C’est finalement dans les années soixante, une fois passée la déferlante yéyés que Sacha s’autorisera vraiment à jouer de sa voix de velours. Et aussi à être vraiment lui-même. En même temps qu’il impose sa vraie personnalité, celle que le public lui connaîtra pendant quarante ans, faite de sourire, d’élégance, de charme, de séduction, Sacha impose l’artiste qui sommeille en lui et qui s’est nourri d’un tas d’influences différentes. Son talent va consister à faire passer toute cette palette d’émotions variées par un canal unique : la voix. Comme Sinatra, comme Tony Bennett, mais à sa façon.
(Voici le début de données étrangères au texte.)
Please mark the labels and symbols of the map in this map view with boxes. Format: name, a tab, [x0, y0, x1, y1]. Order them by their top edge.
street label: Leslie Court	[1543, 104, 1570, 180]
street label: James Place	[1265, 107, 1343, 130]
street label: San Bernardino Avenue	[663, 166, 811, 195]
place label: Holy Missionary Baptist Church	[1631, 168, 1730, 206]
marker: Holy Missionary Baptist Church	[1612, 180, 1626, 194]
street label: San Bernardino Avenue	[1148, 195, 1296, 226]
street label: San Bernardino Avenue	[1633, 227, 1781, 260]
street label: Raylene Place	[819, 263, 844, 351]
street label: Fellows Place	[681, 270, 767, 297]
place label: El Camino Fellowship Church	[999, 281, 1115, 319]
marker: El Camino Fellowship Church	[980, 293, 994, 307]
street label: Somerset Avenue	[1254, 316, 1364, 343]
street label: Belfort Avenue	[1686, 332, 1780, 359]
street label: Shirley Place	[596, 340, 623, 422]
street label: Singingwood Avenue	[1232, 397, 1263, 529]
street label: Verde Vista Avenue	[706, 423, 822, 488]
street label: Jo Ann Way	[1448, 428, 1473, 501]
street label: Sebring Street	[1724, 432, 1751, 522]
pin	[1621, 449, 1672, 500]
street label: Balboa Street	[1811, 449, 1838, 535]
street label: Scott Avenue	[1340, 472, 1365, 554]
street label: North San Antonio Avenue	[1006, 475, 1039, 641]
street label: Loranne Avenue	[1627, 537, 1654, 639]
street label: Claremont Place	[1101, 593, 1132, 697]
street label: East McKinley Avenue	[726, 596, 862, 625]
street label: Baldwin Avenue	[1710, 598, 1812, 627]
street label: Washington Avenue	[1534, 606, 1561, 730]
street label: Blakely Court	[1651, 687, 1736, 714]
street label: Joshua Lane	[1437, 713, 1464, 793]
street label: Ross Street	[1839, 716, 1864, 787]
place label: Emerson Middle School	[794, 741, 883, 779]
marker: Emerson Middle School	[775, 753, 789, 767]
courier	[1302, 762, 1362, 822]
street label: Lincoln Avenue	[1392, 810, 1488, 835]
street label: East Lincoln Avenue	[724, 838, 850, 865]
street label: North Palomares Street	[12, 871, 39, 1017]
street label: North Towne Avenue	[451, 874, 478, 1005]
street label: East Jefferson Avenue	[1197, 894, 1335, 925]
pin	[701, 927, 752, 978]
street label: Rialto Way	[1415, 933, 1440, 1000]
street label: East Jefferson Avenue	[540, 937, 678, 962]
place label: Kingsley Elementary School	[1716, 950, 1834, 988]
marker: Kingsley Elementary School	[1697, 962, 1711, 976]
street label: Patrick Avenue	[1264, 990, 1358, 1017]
En France, sur ce terrain-là, il sera le seul, il sera l’unique ou quasiment. La décontraction feinte avec « Toute la pluie tombe sur moi » ou la grâce d’un hédonisme habité avec « La belle vie » vont constituer les points d’encrage d’un style racé mais populaire, savant mais chaleureux, profond bien qu’empreint de frivolité. Au total infiniment plus complexe qu’il n’y paraît mais dans lequel un public va se reconnaître. Nœud pap’, smoking cintré, souliers vernis : le désespoir requiert de l’élégance, Sacha le sait mieux que quiconque. Aussi, par respect du public, par respect du métier, il va s’appliquer.
Fils de l'après-guerre, Sacha est aussi héritier des riches heures du Quintette du Hot Club de France de Stéphane Grappelli comme de la période zazou. A sa façon, s'il représente un existentialisme frénétique (Saint-Tropez, Bardot, le Jazz, Greco…), il se révèle aussi très sensible aux échos du passé (le music hall, Chevalier, Jean Sablon). Dans le « croon » de Sacha, il y a tout cela. Et plus encore : l’âme juive, l’ascendance slave, l’incertitude de la vie, l’épreuve mais aussi la confiance qu’il faut garder et l’humeur qu’il faut avoir légère. Sacha saura faire passer dans sa voix le désir et la volupté, la tendresse et la chaleur, la caresse et l’élégance d’un incommensurable appétit de vivre.
Ce n’est pas pour rien que les Anglais qui s’y connaissent en show business, le nommeront « Sacha Sunny Voice ». « The Good Life » quant à elle a été reprise plus de quatre cents fois depuis sa création. Plus qu’un engouement, un brevet.